Senin, 28 Januari 2013

Esai

http://daxbennington.blogspot.com/2010/04/atheistic-existentialism.html



Pembacaan Teks Sastra, kelahiran Tradisi Kritik, Perkumpulan dan Eksistensialisme
Oleh: M Taufan Musonip

Kumpulan Esai Kesusastraan dan kekuasaan (Yayasan Arus, 1984) karya Wiratmo Soekito, yang pada tulisan pembukanya menelusuri secara singkat kiprah George Lukacs, dalam gerakan sosialisme yang meneruka jalan kesustraan pada pembacaan atas dua novel Franz Kafka, Der Prozess dan Der Schllos, merupakan imajinasi tentang pergerakan kepahlawanan melawan kekuasaan diktator yang pada satu dasawarsa berikutnya setelah dua novel itu terbit (1930an) muncul di beberapa negara pemerintahan diktatoriat.

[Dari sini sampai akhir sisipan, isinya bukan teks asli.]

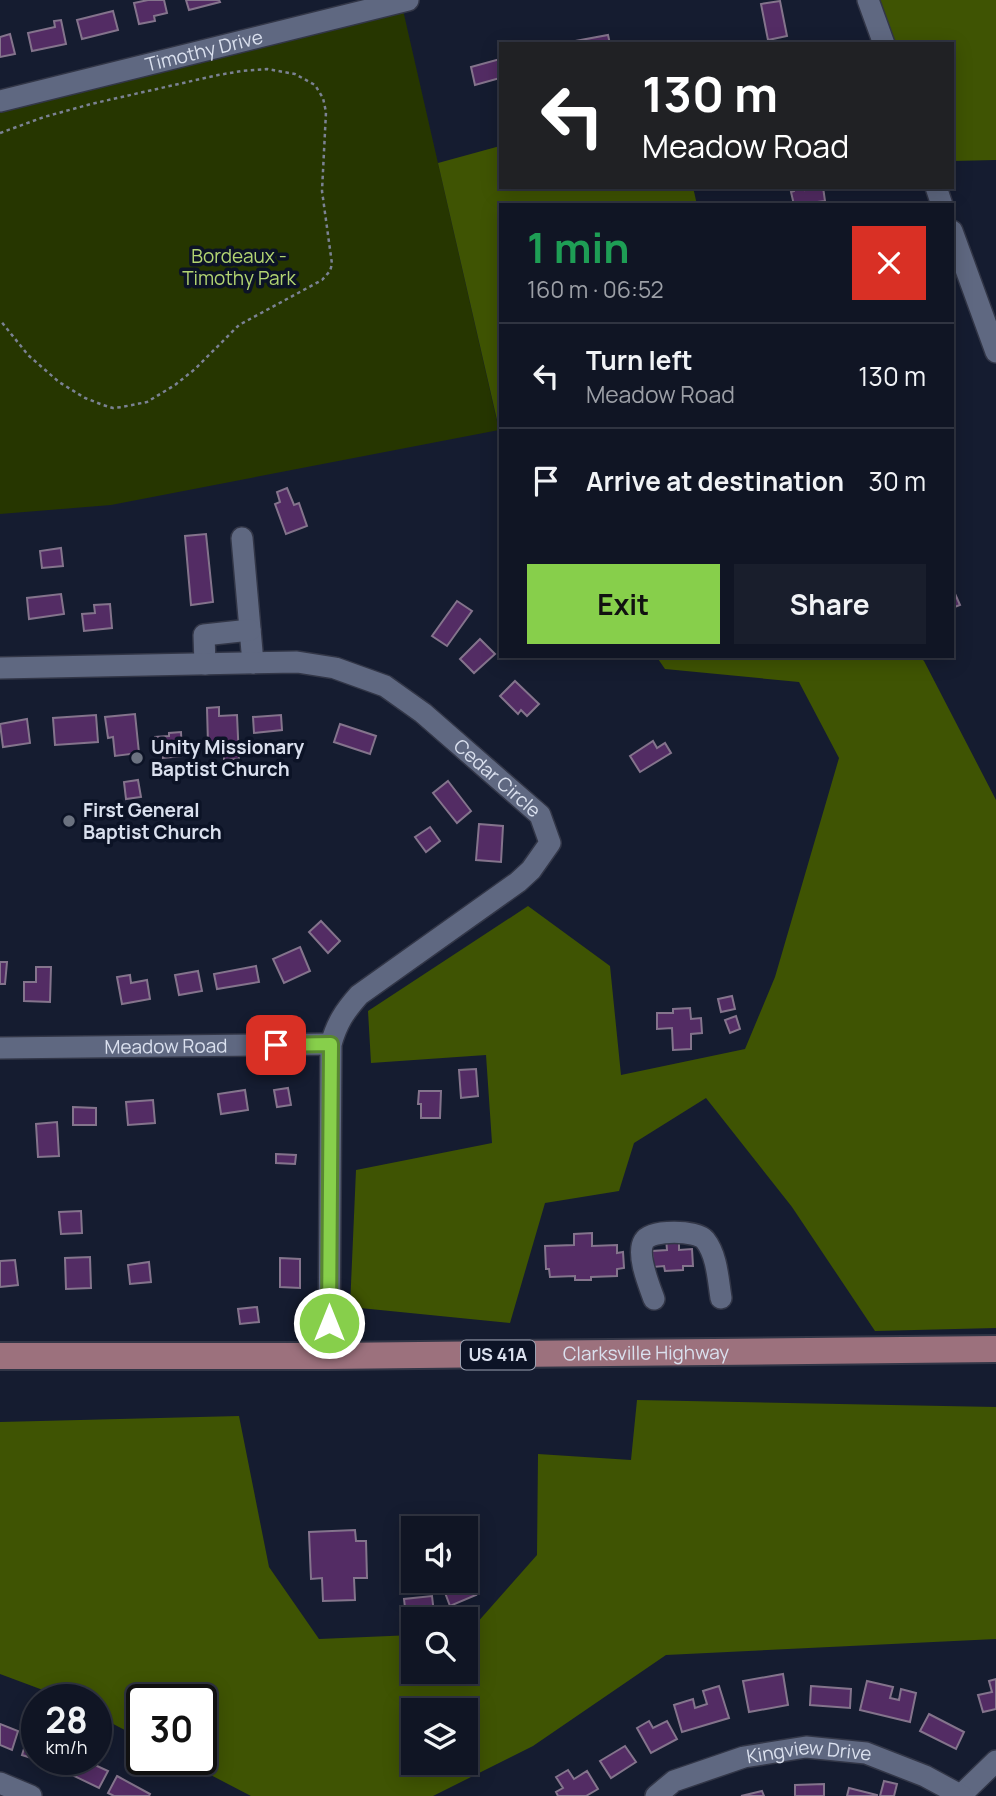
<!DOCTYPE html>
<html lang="en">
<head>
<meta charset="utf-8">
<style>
	:root { --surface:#101524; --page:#191e2c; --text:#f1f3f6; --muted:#9c9fa6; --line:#303441; --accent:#87cf4b }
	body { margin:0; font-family:Manrope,sans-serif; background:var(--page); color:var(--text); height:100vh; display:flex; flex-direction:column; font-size:26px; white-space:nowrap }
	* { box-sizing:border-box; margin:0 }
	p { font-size:23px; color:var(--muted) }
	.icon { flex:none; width:38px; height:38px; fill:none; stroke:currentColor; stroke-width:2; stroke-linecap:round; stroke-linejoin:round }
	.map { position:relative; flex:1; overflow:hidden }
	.sheet { position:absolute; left:499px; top:203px; width:455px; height:455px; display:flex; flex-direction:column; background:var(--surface); border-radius:0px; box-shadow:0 4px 18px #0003,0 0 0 2px var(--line) }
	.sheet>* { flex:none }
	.guide { position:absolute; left:499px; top:42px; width:455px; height:147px; border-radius:0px; box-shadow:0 4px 18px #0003,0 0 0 2px var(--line); background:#202124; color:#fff; overflow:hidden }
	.fabs { position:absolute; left:401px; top:1516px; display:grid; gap:14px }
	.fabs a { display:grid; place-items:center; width:77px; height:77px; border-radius:0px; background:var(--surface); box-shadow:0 4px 18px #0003,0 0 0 2px var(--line); font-size:35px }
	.speed { position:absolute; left:21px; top:1684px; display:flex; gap:14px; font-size:35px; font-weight:700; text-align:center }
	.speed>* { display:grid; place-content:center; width:91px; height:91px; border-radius:50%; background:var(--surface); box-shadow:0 4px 18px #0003,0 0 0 2px var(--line); line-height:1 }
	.speed small { font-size:18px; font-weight:400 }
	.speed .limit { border:4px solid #111; border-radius:10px; background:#fff; color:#111 }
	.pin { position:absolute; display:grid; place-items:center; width:60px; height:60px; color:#fff; margin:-30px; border-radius:14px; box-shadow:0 4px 10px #0006 }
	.me { position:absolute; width:77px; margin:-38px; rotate:0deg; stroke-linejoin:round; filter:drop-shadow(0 0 5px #0008) }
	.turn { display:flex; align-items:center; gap:24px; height:147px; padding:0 28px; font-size:32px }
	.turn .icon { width:91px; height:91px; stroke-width:2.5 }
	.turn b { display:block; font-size:49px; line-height:60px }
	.round { display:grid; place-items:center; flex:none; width:74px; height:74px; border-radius:0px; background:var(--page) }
	.head { display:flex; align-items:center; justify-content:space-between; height:119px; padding:0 28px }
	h1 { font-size:42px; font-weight:700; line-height:52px; color:#1e9e55 }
	.primary-button { display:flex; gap:14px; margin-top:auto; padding:14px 28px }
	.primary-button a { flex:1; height:80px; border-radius:0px; background:var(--accent); color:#111; font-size:28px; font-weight:700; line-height:80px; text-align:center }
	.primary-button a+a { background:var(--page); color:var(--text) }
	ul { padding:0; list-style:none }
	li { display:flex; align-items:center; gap:21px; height:105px; padding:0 28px; border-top:2px solid var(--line) }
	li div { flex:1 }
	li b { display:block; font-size:26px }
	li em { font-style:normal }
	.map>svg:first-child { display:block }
</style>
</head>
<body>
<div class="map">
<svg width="996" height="1796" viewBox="0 0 996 1796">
	<rect width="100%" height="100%" fill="#151c30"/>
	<path fill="#263600" d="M403 10 499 430 111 505 0 514V109Z"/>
	<g fill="#3f5403" fill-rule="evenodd">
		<path d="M868 0H996V160L952 161V44H884Z"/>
		<path d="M500 146V187H693L697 205H500V433L438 163Z"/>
		<path d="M656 656H919L924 661 996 800V1328L875 1331 792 1207 706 1098 634 1143 619 1191 545 1203 510 1323 350 1307 356 1170 492 1143 486 1055 371 1063 368 1011 528 906 610 966 621 1075 745 1049 775 977 839 758 799 682 665 669Z"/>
		<path d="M637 1400 996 1407V1639L666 1655 533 1746 433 1796H251L180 1759H201V1699H142V1739L96 1715V1699H67L0 1674V1422L239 1416 269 1567 319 1639 413 1635V1671H466V1633H468L537 1555 538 1454 631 1460ZM413 1710H466V1762H413Z"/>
	</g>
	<g fill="#532c64" stroke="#84748c" stroke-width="2">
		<path d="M148 0H164L167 13 154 16 155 21 139 24 134 3Z"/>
		<path d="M186 0H219L220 2 189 10Z"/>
		<path d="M780 1 787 36 768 40 761 4Z"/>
		<path d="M113 11 118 30 82 39 77 20Z"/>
		<path d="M61 20 66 44 32 51 28 33 55 27 54 21Z"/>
		<path d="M10 34 15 54 0 57V37Z"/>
		<path d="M608 35 610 44H559Z"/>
		<path d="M500 59V78L475 85 471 67Z"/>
		<path d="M794 187H805V190L823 187 825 201 794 205 791 192 794 191Z"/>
		<path d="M287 488 294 505 299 503 307 526 286 534 275 504 280 502 277 492Z"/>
		<path d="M206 534 213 602 191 605 185 536Z"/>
		<path d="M61 548 63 566 42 568 40 551Z"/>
		<path d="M952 587 960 605 952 608Z"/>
		<path d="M61 594 64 614 29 619 27 598Z"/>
		<path d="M457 601 472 611 447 646 432 636Z"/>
		<path d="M110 604 112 628 84 631 82 614 95 613 94 605Z"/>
		<path d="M480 639 495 654 474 673 460 659Z"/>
		<path d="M515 681 539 704 527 716 521 710 518 714 500 696Z"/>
		<path d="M219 707V716L237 715 239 759 224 760V750H215V744H208L207 708Z"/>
		<path d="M135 714 139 753 115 756 113 737 108 738 105 717Z"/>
		<path d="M96 715 98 742 55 745 53 718Z"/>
		<path d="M281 715 282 730 254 733 253 717Z"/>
		<path d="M27 719 30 743 3 747 0 724Z"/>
		<path d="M340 724 376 736 370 754 334 742Z"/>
		<path d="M181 732 182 756 163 758V750H156L155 737 169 736V733Z"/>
		<path d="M653 741 657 748 665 743 671 753 640 772 630 756Z"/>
		<path d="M138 780 141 797 126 799 124 782Z"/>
		<path d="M448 781 471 811 457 823 433 793Z"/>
		<path d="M479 824 503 826 501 862 476 860Z"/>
		<path d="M430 827 440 841 426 852 415 837Z"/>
		<path d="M321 921 340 941 328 953 309 932Z"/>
		<path d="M300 947 310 971 284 983 273 959Z"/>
		<path d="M0 962H7L5 984H0Z"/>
		<path d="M256 966 259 982 217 989 214 974Z"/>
		<path d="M36 967H51L50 1002 24 1001V982H36Z"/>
		<path d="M198 971 202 991 179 995 175 975Z"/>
		<path d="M130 975 131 983 147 980 150 999 122 1004 117 977Z"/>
		<path d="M732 996 735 1009 721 1012 718 999Z"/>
		<path d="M690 1008 691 1019 701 1018 702 1033 691 1034V1049L673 1050 672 1028 657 1029V1013H673V1009Z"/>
		<path d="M736 1016 740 1029 730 1033 725 1020Z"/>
		<path d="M476 1069 478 1096 461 1098 459 1070Z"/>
		<path d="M288 1088 291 1105 277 1107 274 1090Z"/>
		<path d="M245 1090 248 1110 221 1114 218 1094Z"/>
		<path d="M419 1091H441L440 1118H421V1104H418Z"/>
		<path d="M153 1100 155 1123 128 1125 126 1102Z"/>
		<path d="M73 1107 96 1108V1125H73Z"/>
		<path d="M57 1122 59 1156 38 1157 36 1124Z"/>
		<path d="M276 1154 296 1155 295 1164 276 1163Z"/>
		<path d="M81 1211 82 1233 61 1234 59 1212Z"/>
		<path d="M592 1233V1246L617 1245V1253L623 1252 624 1268 617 1269V1276L591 1277V1280H575V1276L550 1277 549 1269H546L545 1246 574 1245V1234Z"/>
		<path d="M666 1238H679V1250L692 1249 693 1266H683V1270L665 1271 664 1266 653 1267 652 1251 667 1250Z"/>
		<path d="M90 1257 91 1288 66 1289 65 1258Z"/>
		<path d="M280 1258 300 1259V1288L280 1287Z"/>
		<path d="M15 1260 18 1285 0 1287V1261Z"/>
		<path d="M149 1262 151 1282 130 1284 128 1265Z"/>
		<path d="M257 1307 259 1322 240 1324 238 1309Z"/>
		<path d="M355 1530 356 1541H366L367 1578H354L355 1600 323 1601 322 1578 311 1579 309 1532Z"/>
		<path d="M469 1579 476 1595 450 1606 444 1590Z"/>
		<path d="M432 1596 434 1613 406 1616 404 1599Z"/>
		<path d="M783 1674 788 1705 749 1712 743 1681Z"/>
		<path d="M996 1679V1709L983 1712 978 1695 992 1692 989 1681Z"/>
		<path d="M867 1681 893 1687 890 1698 899 1700 901 1689 916 1693 910 1722 860 1710Z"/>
		<path d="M719 1686 729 1718 682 1732 674 1705 693 1699 695 1708 707 1704 703 1691Z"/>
		<path d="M811 1686 851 1689 850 1708 810 1705Z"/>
		<path d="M929 1714 964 1732 956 1749 920 1731Z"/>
		<path d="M649 1721 653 1728 667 1721 677 1739 651 1753 637 1728Z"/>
		<path d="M0 1724 18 1731 12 1750 0 1745Z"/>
		<path d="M28 1736 37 1739V1759H59L57 1766 22 1755Z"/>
		<path d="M625 1746 636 1762 611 1778 600 1761Z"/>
		<path d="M72 1759H82L108 1771 99 1788 66 1772Z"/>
		<path d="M568 1770 574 1779 587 1771 598 1789 586 1796H558L556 1792 563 1788 556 1777Z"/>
		<path d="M117 1776 150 1794 149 1796H114L108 1793Z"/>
		<path d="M884 1781 897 1784 894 1796H880Z"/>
		<path d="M824 1784V1796H795V1785Z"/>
		<path d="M849 1788 877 1795V1796H847Z"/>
		<path d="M762 1791 764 1796H741Z"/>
	</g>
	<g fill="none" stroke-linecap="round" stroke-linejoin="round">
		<defs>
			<g id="minor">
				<path d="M868 0 884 44"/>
				<path id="s1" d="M0 101 408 0"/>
				<path d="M936 187 942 205"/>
				<path d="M952 231 996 352"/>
				<path d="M242 538 253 663"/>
				<path d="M205 664 204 635 250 630"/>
				<path id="s2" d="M0 668 297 662 335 668 385 686 423 713 540 815 550 843 531 870 518 882 359 995C344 1012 337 1023 331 1044L329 1356"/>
				<path id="s3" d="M0 1048 331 1044"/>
				<path d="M654 1299C649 1285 636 1254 644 1241 651 1229 697 1230 705 1240 717 1255 718 1279 721 1298"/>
				<path d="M0 1783 31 1796"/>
				<path d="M961 1795 996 1761"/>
				<path id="s4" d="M656 1796 674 1781 744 1757 806 1747 866 1753 925 1776 962 1796"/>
			</g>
			<g id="major">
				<path id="s5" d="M0 1356H329L996 1349"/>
			</g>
		</defs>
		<use href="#minor" stroke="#323647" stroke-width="24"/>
		<use href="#major" stroke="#323647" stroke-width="30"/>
		<path stroke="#7b8293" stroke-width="2.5" stroke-dasharray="3.5 3.5" stroke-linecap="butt" d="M0 133 44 117 91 104 218 75 242 71 267 69 295 74 315 85 323 98 326 112 322 191 332 264 330 271 322 280 239 325 195 369 175 385 147 402 122 407 113 408 103 405 85 398 59 382 28 355 0 320"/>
		<use href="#minor" stroke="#5f6881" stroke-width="21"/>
		<use href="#major" stroke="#9c717d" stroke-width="26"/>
	</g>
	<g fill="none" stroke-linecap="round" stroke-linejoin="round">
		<defs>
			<path id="route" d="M276 1045 331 1044 329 1323"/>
		</defs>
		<use href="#route" stroke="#588731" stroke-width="18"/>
		<use href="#route" stroke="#87cf4b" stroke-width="12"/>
	</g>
	<g fill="#6b7280" stroke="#0c1326" stroke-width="2.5">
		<circle cx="137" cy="758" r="7"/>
		<circle cx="69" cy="821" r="7"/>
	</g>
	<g text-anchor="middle" stroke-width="7" stroke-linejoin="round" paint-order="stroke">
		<rect fill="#0c1326" stroke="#9ca2b2" stroke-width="2" x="461" y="1340.5" width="74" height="29" rx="5"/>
		<g font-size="18" font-weight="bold" fill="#dae0ee">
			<text x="498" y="1361">US 41A</text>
		</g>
		<g font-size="19" fill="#dae0ee" stroke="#0c1326">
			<text dy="7" stroke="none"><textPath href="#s1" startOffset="210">Timothy Drive</textPath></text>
			<text dy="7" stroke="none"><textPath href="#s2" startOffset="534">Cedar Circle</textPath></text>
			<text dy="7" stroke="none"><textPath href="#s3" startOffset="166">Meadow Road</textPath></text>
			<text dy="7" stroke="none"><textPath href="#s5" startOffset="646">Clarksville Highway</textPath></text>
			<text dy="7" stroke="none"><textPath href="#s4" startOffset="163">Kingview Drive</textPath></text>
		</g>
		<g font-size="19" fill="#b3d572" stroke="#0c1326">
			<text x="239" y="263">Bordeaux -<tspan x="239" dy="22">Timothy Park</tspan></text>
		</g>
		<g font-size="19" font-weight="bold" fill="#dae0ee" stroke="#0c1326" text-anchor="start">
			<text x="151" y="754">Unity Missionary<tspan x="151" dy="22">Baptist Church</tspan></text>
			<text x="83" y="817">First General<tspan x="83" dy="22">Baptist Church</tspan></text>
		</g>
	</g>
</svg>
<div class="fabs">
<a><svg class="icon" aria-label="sound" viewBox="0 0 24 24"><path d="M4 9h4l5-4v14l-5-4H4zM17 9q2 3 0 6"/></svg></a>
<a><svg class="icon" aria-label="search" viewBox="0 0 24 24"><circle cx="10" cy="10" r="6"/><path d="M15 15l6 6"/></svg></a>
<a><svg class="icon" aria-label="layers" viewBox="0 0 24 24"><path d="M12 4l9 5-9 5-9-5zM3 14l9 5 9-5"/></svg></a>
</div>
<div class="speed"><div>28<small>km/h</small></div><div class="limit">30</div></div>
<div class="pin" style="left:276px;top:1045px;background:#d93025"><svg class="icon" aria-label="arrive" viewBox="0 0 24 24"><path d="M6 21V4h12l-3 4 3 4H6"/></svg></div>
<svg class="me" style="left:329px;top:1323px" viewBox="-20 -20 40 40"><circle r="17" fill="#87cf4b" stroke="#fff" stroke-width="3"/><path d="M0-11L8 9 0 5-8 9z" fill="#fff"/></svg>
<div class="guide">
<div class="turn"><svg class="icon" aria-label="left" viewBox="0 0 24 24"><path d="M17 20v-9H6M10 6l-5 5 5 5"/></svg><div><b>130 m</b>Meadow Road</div></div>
</div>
<section class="sheet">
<div class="head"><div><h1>1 min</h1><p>160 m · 06:52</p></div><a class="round" style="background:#d93025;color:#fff"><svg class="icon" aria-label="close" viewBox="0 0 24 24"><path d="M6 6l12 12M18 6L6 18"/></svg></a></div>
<ul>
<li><svg class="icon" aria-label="left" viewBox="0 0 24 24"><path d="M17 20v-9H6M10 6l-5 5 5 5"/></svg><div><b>Turn left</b><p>Meadow Road</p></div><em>130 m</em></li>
<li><svg class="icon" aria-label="arrive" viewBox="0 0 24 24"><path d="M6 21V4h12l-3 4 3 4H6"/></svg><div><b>Arrive at destination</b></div><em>30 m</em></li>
</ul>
<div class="primary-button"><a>Exit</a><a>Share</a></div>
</section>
</div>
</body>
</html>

Wiratmo berpendapat bahwa pada kenyataannya teks menciptakan universalitas, dalam cahaya pencerahan, sebagaimana teks Sumpah Pemuda membentuk perkumpulan awal membebaskan bangsa Indonesia dari penjajahan seperti halnya pula karya­karya sastra lainnya yang telah memberi inspirasi pergerakan: Karya­karya Muhammad Iqbal yang menginspirasi kemerdekaan Negara Pakistan, atau Novel Uncle Tom Cabin yang memicu perang Saudara.

Berbeda dengan Wiratmo, A Teeuw dalam bukunya Indonesia antara Kelisanan dan Keberaksaraan (Pustaka Jaya, 1994)  menyatakan dengan adanya jarak (distance) antara sang kreator dengan pembaca pada budaya teks ketimbang antara pembicara dan hadirin, justru akan membangun pembacaan multitafsir khalayak pembaca. Apa sebenarnya letak perbedaan dari wacana yang disampaikan Wiratmo dengan Teeuw itu? Jika kita memahami bahwa keduanya sebenarnya sedang membicarakan tradisi tulis dengan pertimbangan­pertimbangan kesusastraan.


Historiografi
Dalam teks sastra, pengalaman terekstraksi menjadi semacam plot, diksi, lebih lanjut lagi dalam refleksi puitik menjadi metafora, simbol dan bunyi. Aktifitas penulisan sastra, merupakan endapan pengalaman, potret yang masuk ke dalam ruang pembacaan batin, guna memeroleh estetika memadai, oleh karenanya bersifat individual.

Karena pengalaman terekstrasi dalam berbagai kaidah sastrawi (plot, simbol, metafora dan bunyi)   pembacaan pun bersifat individual, melahirkan multi tafsir, kritik yang beragam. Teeuw, mengatakan bahwa hadirnya varian perbedaan pembacaan karena teks yang tercerap oleh indera penglihatan bersifat memecah, sementara dalam tradisi lisan, meskipun merupakan hasil pembacaan teks ia bersifat mempersatukan.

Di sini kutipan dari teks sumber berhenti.